Do we really all breathe the same air? Pollution is segregated, too

From [HERE] Studies dating back to the 1970s have pointed to a consistent pattern in who lives near the kinds of hazards --  toxic waste sites, landfills, congested highways -- that few of us would willingly choose as neighbors. The invariable answer: poor people and communities of color.

This pattern of "environmental injustice" suggests that minorities may contend every day with disproportionate health risks from tailpipe exhaust or coal plant emissions. But these health risks are harder to quantify than, say, the number of power plants in a city. And most of the research that has tried to do this has been limited to a single metropolitan area, or to those few places that happen to have good monitoring data on pollution.

Now, however, researchers at the University of Minnesota, writing in the journal PLOS ONE, have created a sweeping picture of unequal exposure to one key pollutant -- nitrogen dioxide, produced by cars, construction equipment and industrial sources -- that's been linked to higher risks of asthma and heart attack. They've found, all over the country, in even the most rural states and the cleanest cities, that minorities are exposed to more of the pollution than whites.

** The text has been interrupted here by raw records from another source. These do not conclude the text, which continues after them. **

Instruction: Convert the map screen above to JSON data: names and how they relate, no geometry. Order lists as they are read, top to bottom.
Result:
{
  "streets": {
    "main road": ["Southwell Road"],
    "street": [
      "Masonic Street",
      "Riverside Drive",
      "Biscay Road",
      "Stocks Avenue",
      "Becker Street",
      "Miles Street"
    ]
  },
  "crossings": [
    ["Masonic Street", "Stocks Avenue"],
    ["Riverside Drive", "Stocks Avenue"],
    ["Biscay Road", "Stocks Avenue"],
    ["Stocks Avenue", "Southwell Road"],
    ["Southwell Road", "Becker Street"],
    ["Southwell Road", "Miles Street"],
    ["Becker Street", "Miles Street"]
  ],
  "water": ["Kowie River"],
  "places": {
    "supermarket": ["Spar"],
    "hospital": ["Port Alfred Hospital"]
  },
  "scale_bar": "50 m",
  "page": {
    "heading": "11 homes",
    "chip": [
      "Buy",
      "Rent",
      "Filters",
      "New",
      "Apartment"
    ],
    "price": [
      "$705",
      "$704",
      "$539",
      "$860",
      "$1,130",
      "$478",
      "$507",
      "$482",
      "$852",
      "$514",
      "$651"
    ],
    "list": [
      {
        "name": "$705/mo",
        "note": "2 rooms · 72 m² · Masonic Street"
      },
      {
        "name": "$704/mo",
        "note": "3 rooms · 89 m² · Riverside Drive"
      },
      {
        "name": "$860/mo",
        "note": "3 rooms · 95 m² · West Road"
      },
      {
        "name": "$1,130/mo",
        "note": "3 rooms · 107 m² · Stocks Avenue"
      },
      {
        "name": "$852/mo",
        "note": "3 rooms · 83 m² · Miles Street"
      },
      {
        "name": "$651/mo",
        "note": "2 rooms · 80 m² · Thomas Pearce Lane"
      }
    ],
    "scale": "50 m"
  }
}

"The biggest finding is that we have this national picture of environmental injustice and how it varies by state and by city," says Julian Marshall, a professor of environmental engineering at the University of Minnesota and one of the authors of the study along with Lara P. Clark and Dylan B. Millet. "The levels of disparity that we see here are large and likely have health implications."

Specifically, they found that minorities are on average exposed to 38 percent higher levels of outdoor NO2 than whites in the communities where they live, based on demographic data from the 2000 census. That gap varies across the country, though, and it's substantially wider in the biggest cities. Nationwide, the difference in exposure is akin to approximately 7,000 deaths a year from heart disease.

"It’s a shockingly large number," Marshall says. "You’re taking what's a major killer of people [in heart disease] and increasing it slightly, by a few percent. But that’s a lot."

Regionally, the disparities are largest in the upper Midwest and the Northeast, but the model Marshall and his coauthors developed can drill down from there. These maps show the differences in average exposure to NO2 between low-income nonwhites and high-income whites: [MORE]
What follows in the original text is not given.